→ **Work instruction**: Write out, from the entries below, exactly the lines that run between the lines holding "const poly = rows" and "function write(font, color, halo, rows, align", inclusive, and stop there.
Given records Start Marker
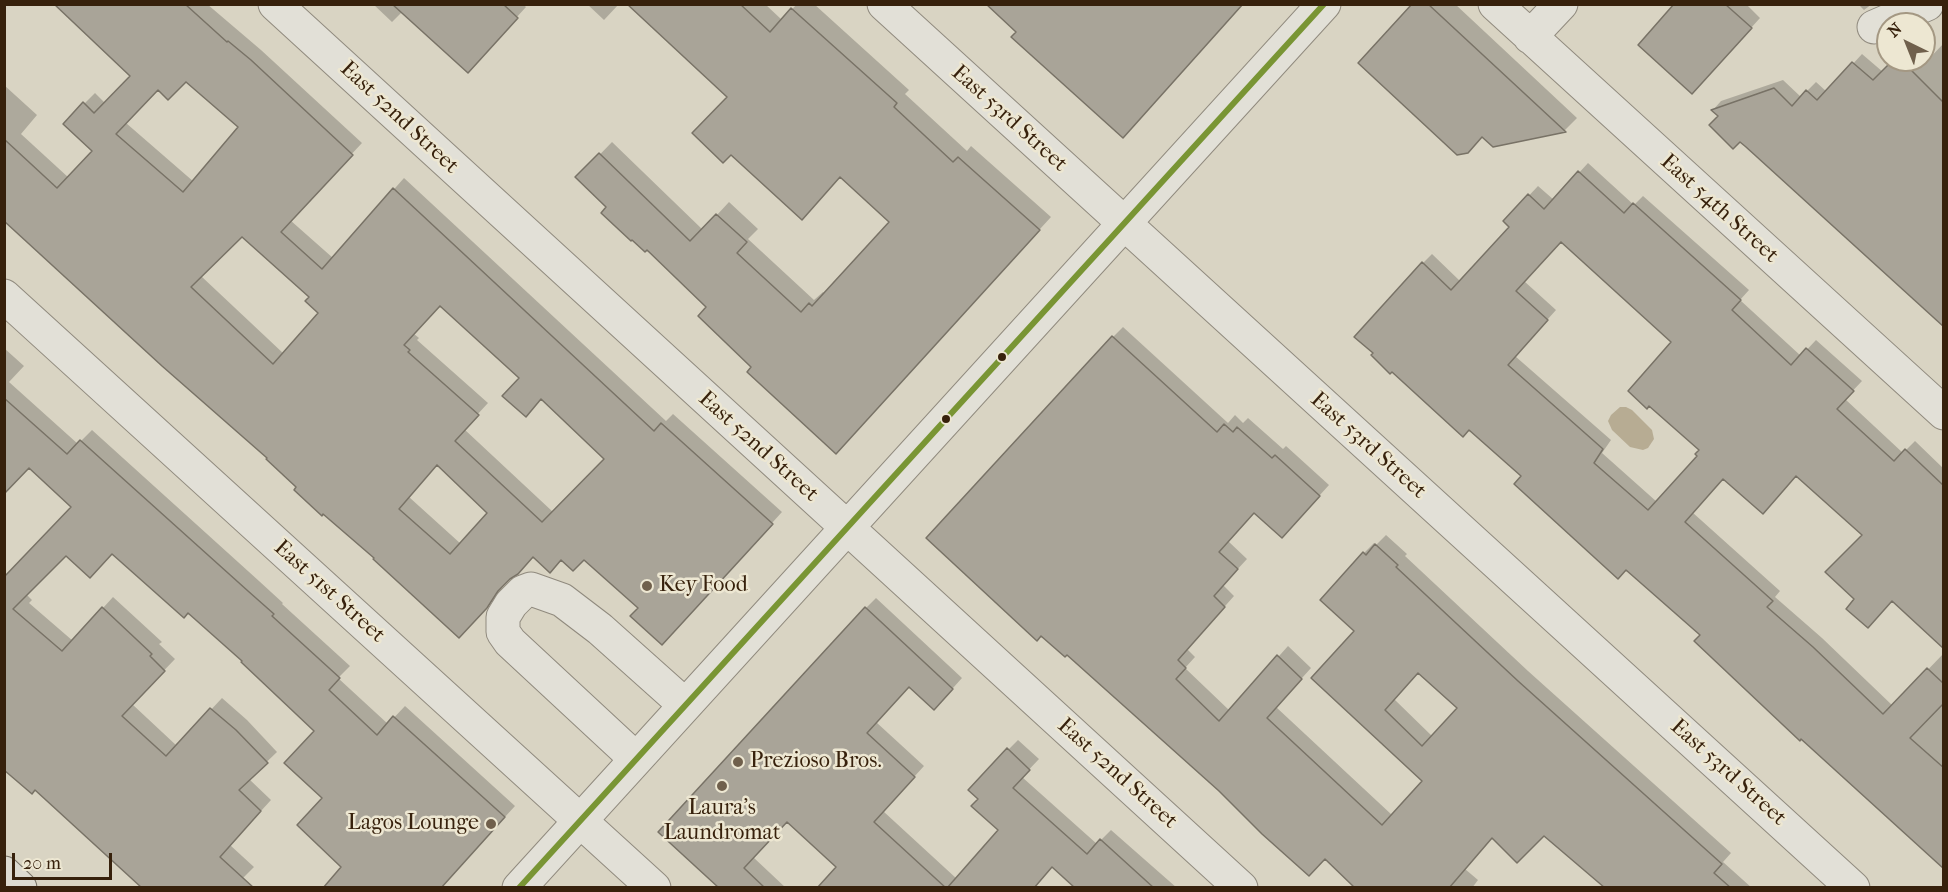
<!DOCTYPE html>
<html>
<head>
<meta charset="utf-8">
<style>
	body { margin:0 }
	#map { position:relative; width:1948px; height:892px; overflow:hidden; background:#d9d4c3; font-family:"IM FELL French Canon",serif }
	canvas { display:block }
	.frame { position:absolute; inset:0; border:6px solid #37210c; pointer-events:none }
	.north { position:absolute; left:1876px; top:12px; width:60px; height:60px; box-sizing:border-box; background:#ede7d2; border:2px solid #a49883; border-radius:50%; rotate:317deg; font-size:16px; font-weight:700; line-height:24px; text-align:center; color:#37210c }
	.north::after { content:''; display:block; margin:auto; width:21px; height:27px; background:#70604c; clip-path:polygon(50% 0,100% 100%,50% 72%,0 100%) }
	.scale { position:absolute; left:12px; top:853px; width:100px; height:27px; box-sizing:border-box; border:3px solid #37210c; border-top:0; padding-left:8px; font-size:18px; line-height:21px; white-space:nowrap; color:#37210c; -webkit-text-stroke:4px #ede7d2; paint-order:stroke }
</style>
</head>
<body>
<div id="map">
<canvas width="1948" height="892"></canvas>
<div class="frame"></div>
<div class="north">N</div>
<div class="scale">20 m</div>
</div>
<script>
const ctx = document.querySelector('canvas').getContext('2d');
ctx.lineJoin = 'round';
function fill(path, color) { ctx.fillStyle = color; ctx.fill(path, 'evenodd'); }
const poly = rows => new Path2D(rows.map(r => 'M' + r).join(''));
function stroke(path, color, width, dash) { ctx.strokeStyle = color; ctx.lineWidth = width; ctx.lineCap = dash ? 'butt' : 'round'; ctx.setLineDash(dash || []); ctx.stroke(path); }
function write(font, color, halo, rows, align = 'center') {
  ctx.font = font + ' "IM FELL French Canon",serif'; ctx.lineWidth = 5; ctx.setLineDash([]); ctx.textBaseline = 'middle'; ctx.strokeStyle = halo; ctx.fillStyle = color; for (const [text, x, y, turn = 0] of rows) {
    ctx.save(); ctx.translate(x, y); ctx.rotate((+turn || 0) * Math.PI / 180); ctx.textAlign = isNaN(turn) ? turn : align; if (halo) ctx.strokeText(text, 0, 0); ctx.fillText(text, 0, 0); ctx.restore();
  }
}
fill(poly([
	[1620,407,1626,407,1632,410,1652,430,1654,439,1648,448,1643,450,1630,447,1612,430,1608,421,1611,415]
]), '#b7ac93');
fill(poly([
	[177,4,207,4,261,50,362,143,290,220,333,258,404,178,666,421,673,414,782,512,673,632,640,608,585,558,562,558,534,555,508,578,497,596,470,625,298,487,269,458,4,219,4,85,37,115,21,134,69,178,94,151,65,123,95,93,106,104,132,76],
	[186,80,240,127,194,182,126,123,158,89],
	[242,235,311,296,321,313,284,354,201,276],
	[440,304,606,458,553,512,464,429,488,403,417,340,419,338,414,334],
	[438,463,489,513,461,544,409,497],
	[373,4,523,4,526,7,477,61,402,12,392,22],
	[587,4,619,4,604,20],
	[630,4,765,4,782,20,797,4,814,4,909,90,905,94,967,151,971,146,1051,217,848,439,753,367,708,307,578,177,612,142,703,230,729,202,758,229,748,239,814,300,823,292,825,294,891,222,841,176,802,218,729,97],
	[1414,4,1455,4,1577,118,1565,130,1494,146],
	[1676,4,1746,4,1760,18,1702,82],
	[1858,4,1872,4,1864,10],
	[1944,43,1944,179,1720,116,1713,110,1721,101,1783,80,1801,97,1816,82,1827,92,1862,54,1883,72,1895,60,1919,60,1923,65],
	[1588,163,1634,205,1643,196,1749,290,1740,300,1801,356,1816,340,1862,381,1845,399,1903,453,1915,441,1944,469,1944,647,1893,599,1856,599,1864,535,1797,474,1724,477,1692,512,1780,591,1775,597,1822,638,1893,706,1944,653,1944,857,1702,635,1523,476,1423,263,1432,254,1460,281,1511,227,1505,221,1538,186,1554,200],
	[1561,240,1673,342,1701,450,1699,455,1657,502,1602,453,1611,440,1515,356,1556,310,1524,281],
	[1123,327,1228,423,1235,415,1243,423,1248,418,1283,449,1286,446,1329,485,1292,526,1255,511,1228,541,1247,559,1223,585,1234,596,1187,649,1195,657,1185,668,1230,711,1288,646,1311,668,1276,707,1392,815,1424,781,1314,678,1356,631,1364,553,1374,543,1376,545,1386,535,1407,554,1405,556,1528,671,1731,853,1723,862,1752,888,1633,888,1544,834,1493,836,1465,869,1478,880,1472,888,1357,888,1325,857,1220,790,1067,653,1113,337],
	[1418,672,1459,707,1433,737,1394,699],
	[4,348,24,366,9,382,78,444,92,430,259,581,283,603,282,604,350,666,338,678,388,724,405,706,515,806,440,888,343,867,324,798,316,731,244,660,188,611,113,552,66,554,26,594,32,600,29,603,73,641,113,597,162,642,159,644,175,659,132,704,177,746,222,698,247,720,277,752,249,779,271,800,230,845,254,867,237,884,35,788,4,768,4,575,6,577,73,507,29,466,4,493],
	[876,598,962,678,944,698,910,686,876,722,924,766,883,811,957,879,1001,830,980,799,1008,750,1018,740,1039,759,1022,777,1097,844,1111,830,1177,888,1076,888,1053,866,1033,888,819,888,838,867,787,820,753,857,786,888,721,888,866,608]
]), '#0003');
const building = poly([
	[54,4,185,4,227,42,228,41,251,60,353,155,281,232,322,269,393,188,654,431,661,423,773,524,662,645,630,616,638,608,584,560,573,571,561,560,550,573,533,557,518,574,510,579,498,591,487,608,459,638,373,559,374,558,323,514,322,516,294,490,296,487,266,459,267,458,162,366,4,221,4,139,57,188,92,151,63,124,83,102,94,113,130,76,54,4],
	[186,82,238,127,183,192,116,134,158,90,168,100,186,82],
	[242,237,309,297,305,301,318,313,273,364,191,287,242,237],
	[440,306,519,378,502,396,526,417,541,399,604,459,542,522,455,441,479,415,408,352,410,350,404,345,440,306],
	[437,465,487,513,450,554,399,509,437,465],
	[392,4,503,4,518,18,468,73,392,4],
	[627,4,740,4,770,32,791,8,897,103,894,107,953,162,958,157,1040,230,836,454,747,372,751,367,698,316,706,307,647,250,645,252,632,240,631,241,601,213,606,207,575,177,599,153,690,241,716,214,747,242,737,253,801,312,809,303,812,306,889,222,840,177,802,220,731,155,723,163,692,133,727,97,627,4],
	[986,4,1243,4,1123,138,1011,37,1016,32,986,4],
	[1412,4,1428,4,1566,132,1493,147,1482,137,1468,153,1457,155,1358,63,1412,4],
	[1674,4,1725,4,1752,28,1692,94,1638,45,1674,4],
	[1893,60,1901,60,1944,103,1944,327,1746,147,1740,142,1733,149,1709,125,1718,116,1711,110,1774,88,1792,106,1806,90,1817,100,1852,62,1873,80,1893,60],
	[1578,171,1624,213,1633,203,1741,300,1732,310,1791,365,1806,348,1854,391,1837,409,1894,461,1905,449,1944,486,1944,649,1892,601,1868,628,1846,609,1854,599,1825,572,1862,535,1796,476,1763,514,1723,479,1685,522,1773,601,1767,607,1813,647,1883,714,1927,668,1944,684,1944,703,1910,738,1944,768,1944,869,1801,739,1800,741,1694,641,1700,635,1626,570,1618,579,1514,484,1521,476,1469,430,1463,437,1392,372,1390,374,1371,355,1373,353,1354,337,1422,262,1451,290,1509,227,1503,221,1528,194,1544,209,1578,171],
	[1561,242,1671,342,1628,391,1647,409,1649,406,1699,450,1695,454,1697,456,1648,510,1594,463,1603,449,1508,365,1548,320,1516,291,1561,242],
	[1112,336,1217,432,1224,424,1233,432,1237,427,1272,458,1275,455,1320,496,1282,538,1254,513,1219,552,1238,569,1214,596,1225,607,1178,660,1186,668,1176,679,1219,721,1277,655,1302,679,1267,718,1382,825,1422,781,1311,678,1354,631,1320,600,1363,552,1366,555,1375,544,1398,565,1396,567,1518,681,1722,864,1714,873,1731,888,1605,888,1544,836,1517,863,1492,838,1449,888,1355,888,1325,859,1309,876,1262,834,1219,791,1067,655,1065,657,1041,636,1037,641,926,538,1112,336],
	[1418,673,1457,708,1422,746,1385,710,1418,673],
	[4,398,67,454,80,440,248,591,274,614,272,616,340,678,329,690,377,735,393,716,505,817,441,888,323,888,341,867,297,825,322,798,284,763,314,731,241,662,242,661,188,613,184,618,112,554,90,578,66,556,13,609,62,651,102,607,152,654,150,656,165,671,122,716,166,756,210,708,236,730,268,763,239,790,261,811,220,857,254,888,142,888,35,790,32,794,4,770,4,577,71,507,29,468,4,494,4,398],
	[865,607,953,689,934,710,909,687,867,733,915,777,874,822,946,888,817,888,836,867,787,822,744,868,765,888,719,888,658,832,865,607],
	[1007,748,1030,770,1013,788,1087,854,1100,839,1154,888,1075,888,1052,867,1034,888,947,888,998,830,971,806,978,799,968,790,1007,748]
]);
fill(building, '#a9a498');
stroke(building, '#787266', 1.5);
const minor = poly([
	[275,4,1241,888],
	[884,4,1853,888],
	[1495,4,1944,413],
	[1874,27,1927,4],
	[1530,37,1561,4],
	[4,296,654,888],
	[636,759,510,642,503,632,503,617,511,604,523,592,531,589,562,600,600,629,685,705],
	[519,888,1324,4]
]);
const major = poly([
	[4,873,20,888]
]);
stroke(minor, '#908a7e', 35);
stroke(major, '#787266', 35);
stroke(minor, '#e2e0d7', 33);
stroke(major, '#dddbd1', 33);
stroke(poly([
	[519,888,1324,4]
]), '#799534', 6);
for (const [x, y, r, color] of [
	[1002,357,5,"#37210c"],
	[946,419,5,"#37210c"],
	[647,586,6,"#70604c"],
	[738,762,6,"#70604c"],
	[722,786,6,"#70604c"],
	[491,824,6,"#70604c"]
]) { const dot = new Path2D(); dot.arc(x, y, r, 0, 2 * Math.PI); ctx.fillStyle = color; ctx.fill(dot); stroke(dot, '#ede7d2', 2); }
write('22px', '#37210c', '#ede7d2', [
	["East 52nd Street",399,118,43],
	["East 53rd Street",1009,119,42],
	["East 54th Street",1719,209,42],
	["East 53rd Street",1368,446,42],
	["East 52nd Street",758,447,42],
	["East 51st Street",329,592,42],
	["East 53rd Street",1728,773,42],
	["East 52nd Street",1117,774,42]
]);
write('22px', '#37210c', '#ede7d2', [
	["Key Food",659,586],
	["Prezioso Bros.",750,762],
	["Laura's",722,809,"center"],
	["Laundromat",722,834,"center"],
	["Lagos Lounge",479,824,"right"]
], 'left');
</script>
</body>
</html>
Given records End Marker
→ **Task response**:
const poly = rows => new Path2D(rows.map(r => 'M' + r).join(''));
function stroke(path, color, width, dash) { ctx.strokeStyle = color; ctx.lineWidth = width; ctx.lineCap = dash ? 'butt' : 'round'; ctx.setLineDash(dash || []); ctx.stroke(path); }
function write(font, color, halo, rows, align = 'center') {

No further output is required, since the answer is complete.